● Records shown:
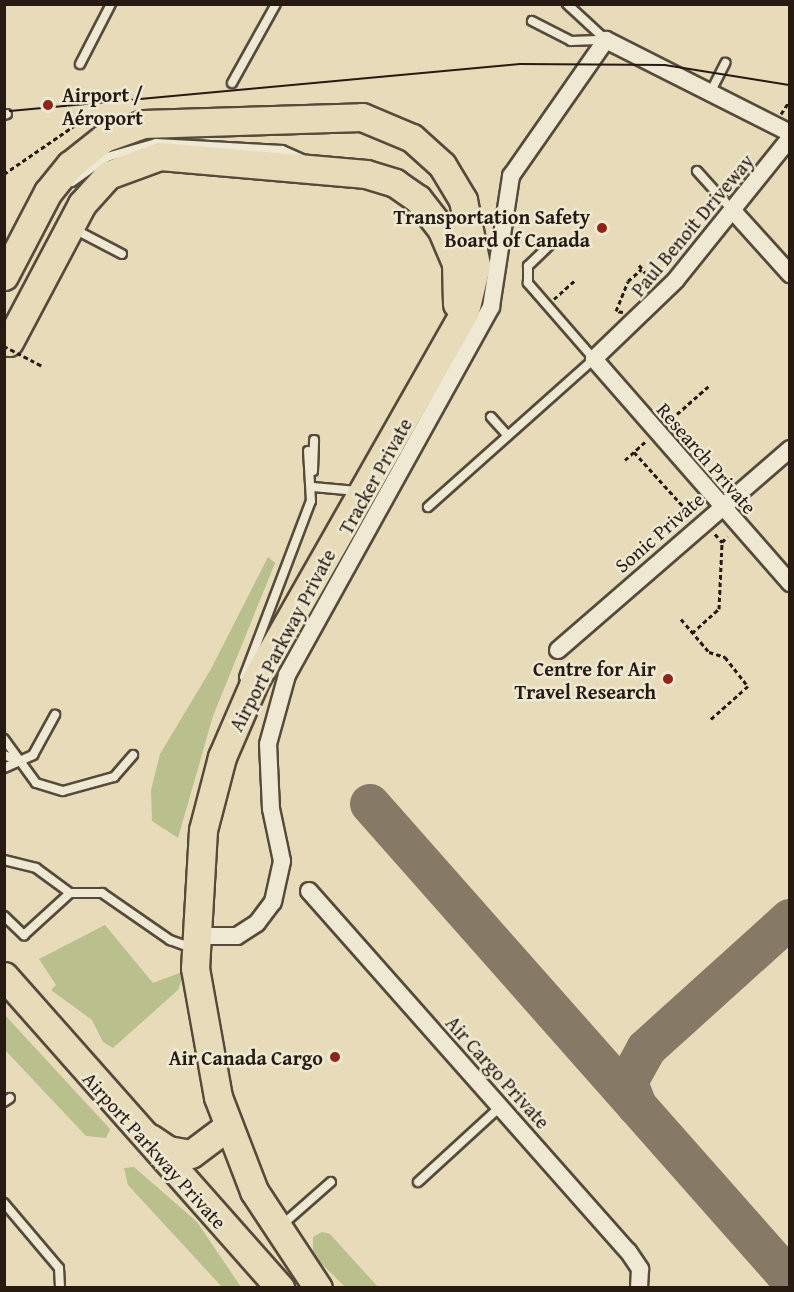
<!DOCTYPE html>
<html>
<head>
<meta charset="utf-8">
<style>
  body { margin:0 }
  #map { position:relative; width:794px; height:1292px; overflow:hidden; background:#e7dbba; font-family:"Gentium Book Plus",serif }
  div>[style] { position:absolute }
  .green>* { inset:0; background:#b9bf8d }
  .taxiway>* { height:40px; margin:-20px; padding:0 20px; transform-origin:20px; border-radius:20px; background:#867a66 }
  .path>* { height:3px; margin-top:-1.5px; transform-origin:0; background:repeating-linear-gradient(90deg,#261a11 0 4.5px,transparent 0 7.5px) }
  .roads { filter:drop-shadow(2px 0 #564a3b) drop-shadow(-2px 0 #564a3b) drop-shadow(0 2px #564a3b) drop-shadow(0 -2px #564a3b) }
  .service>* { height:8px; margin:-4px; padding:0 4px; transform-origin:4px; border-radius:4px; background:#efe8d2 }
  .minor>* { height:16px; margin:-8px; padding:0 8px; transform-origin:8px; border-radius:8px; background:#efe8d2 }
  .trunk>* { height:27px; margin:-13.5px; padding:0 13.5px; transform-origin:13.5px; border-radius:13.5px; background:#e7dbba }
  .tram>* { height:1.5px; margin:-0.75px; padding:0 0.75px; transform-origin:0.75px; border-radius:0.75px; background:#261a11 }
  .path-bridge>* { height:3px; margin-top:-1.5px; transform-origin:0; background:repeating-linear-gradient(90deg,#261a11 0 4.5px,transparent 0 7.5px) }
  .dots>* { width:16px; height:16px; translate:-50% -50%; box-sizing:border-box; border:3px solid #efe8d2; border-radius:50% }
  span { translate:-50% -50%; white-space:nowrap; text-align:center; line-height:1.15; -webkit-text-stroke:5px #efe8d2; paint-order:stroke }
  .poi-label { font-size:20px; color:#261a11; font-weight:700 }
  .left { translate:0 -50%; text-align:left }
  .right { translate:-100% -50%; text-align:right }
  .street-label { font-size:20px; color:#261a11 }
  .frame { position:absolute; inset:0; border:6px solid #261a11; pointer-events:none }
</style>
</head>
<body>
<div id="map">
  <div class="green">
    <i style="clip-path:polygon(268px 557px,275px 563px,213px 716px,178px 838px,152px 821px,151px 790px,160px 754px,211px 669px)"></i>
    <i style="clip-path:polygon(105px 925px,153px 983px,185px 971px,178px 990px,113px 1048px,103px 1042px,92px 1020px,51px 990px,56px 985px,39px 959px)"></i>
    <i style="clip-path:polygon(4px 1014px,110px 1129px,106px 1138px,86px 1136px,5px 1050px)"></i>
    <i style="clip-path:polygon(134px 1167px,197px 1222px,241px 1287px,222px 1287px,128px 1185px,124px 1168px)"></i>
    <i style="clip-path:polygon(322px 1232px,330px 1234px,378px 1287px,345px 1287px,313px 1255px,313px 1237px)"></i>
  </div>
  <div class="taxiway">
    <i style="left:370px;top:804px;width:634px;rotate:48.52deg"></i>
    <i style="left:637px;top:1106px;width:26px;rotate:-111deg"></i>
    <i style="left:628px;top:1082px;width:38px;rotate:-61deg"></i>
    <i style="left:646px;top:1049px;width:194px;rotate:-42.1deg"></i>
  </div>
  <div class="path">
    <i style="left:781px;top:114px;width:17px;rotate:-57deg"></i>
    <i style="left:4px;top:174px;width:97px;rotate:-34.5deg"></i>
    <i style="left:84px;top:119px;width:10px;rotate:-96deg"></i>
    <i style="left:639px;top:265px;width:22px;rotate:51deg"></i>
    <i style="left:554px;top:299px;width:28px;rotate:-42deg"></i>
    <i style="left:623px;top:312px;width:7px;rotate:-172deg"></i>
    <i style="left:616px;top:311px;width:32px;rotate:-68deg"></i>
    <i style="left:628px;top:281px;width:18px;rotate:-41deg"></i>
    <i style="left:677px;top:414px;width:44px;rotate:-41.3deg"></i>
    <i style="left:634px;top:452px;width:85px;rotate:47.9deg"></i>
    <i style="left:625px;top:460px;width:27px;rotate:-42deg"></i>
    <i style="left:715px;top:534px;width:11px;rotate:49deg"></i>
    <i style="left:681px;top:619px;width:43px;rotate:49.7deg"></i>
    <i style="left:709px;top:652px;width:17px;rotate:17deg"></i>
    <i style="left:725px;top:657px;width:37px;rotate:52deg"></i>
    <i style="left:748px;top:686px;width:51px;rotate:138.2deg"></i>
    <i style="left:692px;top:633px;width:36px;rotate:-42deg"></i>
    <i style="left:719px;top:609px;width:67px;rotate:-87.4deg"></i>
    <i style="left:722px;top:542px;width:8px;rotate:-45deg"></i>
  </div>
  <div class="roads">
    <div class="service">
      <i style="left:567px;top:4px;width:53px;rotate:42.7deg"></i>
      <i style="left:532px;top:21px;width:44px;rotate:27.1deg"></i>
      <i style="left:571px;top:41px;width:34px;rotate:-2deg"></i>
      <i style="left:80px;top:64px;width:68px;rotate:-62.7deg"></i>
      <i style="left:232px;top:83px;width:90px;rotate:-60.9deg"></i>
      <i style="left:710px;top:93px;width:34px;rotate:-63deg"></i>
      <i style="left:4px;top:115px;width:3px;rotate:-18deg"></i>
      <i style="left:697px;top:171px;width:54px;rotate:48deg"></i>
      <i style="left:72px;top:182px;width:43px;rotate:-35.5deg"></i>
      <i style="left:107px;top:157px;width:51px;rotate:-15.9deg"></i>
      <i style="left:156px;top:143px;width:126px;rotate:3.2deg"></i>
      <i style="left:282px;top:150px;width:24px;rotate:24deg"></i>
      <i style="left:74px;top:229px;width:54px;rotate:27.5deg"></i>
      <i style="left:491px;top:417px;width:25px;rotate:48deg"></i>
      <i style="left:313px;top:471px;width:31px;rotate:-88deg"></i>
      <i style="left:313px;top:487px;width:44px;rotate:5.2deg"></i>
      <i style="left:428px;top:507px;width:222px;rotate:-41.7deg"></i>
      <i style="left:594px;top:359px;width:101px;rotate:-131deg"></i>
      <i style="left:528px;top:283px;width:17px;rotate:-90deg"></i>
      <i style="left:528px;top:266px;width:33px;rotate:-44deg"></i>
      <i style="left:244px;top:677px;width:188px;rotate:-69.2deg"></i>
      <i style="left:311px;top:501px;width:50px;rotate:-93.4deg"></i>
      <i style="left:4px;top:739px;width:54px;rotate:54deg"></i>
      <i style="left:36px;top:783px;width:28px;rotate:17deg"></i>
      <i style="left:63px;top:791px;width:53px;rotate:-15.4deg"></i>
      <i style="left:114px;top:777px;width:29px;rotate:-49deg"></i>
      <i style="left:4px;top:755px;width:16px;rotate:22deg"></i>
      <i style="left:4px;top:768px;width:32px;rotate:-24deg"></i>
      <i style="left:33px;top:755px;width:46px;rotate:-61.2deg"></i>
      <i style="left:4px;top:860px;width:33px;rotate:14deg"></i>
      <i style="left:36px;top:868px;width:42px;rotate:36.3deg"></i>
      <i style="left:70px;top:893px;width:32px"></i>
      <i style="left:102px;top:893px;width:83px;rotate:34.7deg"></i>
      <i style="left:170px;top:940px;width:23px;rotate:20deg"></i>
      <i style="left:4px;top:916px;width:28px;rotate:44deg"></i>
      <i style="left:24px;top:935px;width:62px;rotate:-42.4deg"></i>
      <i style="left:4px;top:1102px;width:7px;rotate:-34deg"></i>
      <i style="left:418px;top:1182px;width:113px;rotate:-42.5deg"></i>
      <i style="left:4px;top:1203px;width:85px;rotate:49.8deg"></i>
      <i style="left:59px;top:1268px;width:20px;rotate:87deg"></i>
      <i style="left:282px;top:1225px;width:65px;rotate:-41.3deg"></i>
    </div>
    <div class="minor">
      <i style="left:790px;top:138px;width:182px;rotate:128.8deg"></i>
      <i style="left:676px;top:280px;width:114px;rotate:136.1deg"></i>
      <i style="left:594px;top:359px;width:298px;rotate:48.8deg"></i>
      <i style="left:734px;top:212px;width:84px;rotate:47.9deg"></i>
      <i style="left:558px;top:650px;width:307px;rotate:-40.9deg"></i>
      <i style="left:309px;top:891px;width:481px;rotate:48.5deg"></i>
      <i style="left:628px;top:1251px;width:22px;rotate:56deg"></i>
      <i style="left:640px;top:1269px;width:19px;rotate:93deg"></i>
      <i style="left:195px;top:936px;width:42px"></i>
      <i style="left:237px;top:936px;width:24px;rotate:-33deg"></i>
      <i style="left:257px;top:923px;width:26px;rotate:-53deg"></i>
      <i style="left:273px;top:902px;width:42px;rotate:-77.6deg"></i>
      <i style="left:282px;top:861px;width:53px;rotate:-101.9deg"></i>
      <i style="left:271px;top:809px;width:65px;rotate:-92.6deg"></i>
      <i style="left:268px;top:744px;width:72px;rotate:-74.6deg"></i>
      <i style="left:287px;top:675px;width:421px;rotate:-61deg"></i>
      <i style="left:491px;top:307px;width:133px;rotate:-81.3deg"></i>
      <i style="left:511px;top:176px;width:166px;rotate:-55.1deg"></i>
      <i style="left:606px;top:40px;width:206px;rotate:26.8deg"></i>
    </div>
    <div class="trunk">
      <i style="left:4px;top:276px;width:95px;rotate:-62.4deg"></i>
      <i style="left:48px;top:192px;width:35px;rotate:-51deg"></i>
      <i style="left:70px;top:165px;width:43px;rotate:-38.5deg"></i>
      <i style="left:104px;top:138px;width:41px;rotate:-19.7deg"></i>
      <i style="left:143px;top:124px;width:219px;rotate:-1.8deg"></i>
      <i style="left:362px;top:117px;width:54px;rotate:22.8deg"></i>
      <i style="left:412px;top:138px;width:40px;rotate:42deg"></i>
      <i style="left:442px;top:165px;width:41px;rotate:59deg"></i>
      <i style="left:463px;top:200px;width:66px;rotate:78.7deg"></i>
      <i style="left:476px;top:265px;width:47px;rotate:103.4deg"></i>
      <i style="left:465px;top:311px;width:428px;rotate:119.6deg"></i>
      <i style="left:254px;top:683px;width:81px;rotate:113.4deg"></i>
      <i style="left:222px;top:757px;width:75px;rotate:104.6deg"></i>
      <i style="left:203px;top:830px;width:138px;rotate:93.3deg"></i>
      <i style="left:195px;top:968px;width:131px;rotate:79.9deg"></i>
      <i style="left:218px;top:1097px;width:101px;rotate:69deg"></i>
      <i style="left:254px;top:1191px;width:116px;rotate:56.6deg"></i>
      <i style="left:9px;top:342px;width:156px;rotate:-62.1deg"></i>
      <i style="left:82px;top:204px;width:39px;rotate:-48deg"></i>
      <i style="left:108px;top:175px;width:55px;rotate:-20.1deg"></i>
      <i style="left:160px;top:156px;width:207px;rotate:5deg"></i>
      <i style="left:366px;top:174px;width:30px;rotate:17deg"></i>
      <i style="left:395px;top:183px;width:28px;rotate:35deg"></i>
      <i style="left:418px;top:199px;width:37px;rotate:52deg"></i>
      <i style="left:441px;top:228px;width:38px;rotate:67deg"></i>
      <i style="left:456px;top:263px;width:41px;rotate:88.6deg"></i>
      <i style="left:4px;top:976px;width:417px;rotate:48.5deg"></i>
      <i style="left:150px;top:1138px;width:22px;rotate:34deg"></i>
      <i style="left:168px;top:1150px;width:23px;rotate:10deg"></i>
      <i style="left:191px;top:1154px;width:45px;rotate:-36.9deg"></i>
    </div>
  </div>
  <div class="tram">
    <i style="left:10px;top:111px;width:512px;rotate:-5.27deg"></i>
    <i style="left:520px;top:64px;width:145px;rotate:0.4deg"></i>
    <i style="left:665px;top:65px;width:127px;rotate:9.1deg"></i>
  </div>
  <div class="path-bridge">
    <i style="left:4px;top:346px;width:45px;rotate:27.7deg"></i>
  </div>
  <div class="dots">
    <i style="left:48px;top:105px;background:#8f2418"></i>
    <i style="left:602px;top:228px;background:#8f2418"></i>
    <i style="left:668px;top:679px;background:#8f2418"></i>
    <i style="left:335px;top:1057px;background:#8f2418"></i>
  </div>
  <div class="poi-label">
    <span class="left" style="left:62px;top:106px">Airport /<br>Aéroport</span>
    <span class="right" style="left:590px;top:228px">Transportation Safety<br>Board of Canada</span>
    <span class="right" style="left:656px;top:680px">Centre for Air<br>Travel Research</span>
    <span class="right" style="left:323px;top:1057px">Air Canada Cargo</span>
  </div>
  <div class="street-label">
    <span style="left:692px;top:225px;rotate:-50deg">Paul Benoit Driveway</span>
    <span style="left:707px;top:458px;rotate:49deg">Research Private</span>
    <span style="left:375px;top:476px;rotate:-61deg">Tracker Private</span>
    <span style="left:659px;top:532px;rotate:-41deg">Sonic Private</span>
    <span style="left:282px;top:640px;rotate:-62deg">Airport Parkway Private</span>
    <span style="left:498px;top:1072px;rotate:48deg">Air Cargo Private</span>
    <span style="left:155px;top:1150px;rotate:48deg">Airport Parkway Private</span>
  </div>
  <div class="frame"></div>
</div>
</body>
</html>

● Work instructions:
With all pictures removed, reproduce the lines from the top of the entries above through the line containing "height:8px; margin:-4px; padding:0", exactly as written.

● Exercise output:
<!DOCTYPE html>
<html>
<head>
<meta charset="utf-8">
<style>
  body { margin:0 }
  #map { position:relative; width:794px; height:1292px; overflow:hidden; background:#e7dbba; font-family:"Gentium Book Plus",serif }
  div>[style] { position:absolute }
  .green>* { inset:0; background:#b9bf8d }
  .taxiway>* { height:40px; margin:-20px; padding:0 20px; transform-origin:20px; border-radius:20px; background:#867a66 }
  .path>* { height:3px; margin-top:-1.5px; transform-origin:0; background:repeating-linear-gradient(90deg,#261a11 0 4.5px,transparent 0 7.5px) }
  .roads { filter:drop-shadow(2px 0 #564a3b) drop-shadow(-2px 0 #564a3b) drop-shadow(0 2px #564a3b) drop-shadow(0 -2px #564a3b) }
  .service>* { height:8px; margin:-4px; padding:0 4px; transform-origin:4px; border-radius:4px; background:#efe8d2 }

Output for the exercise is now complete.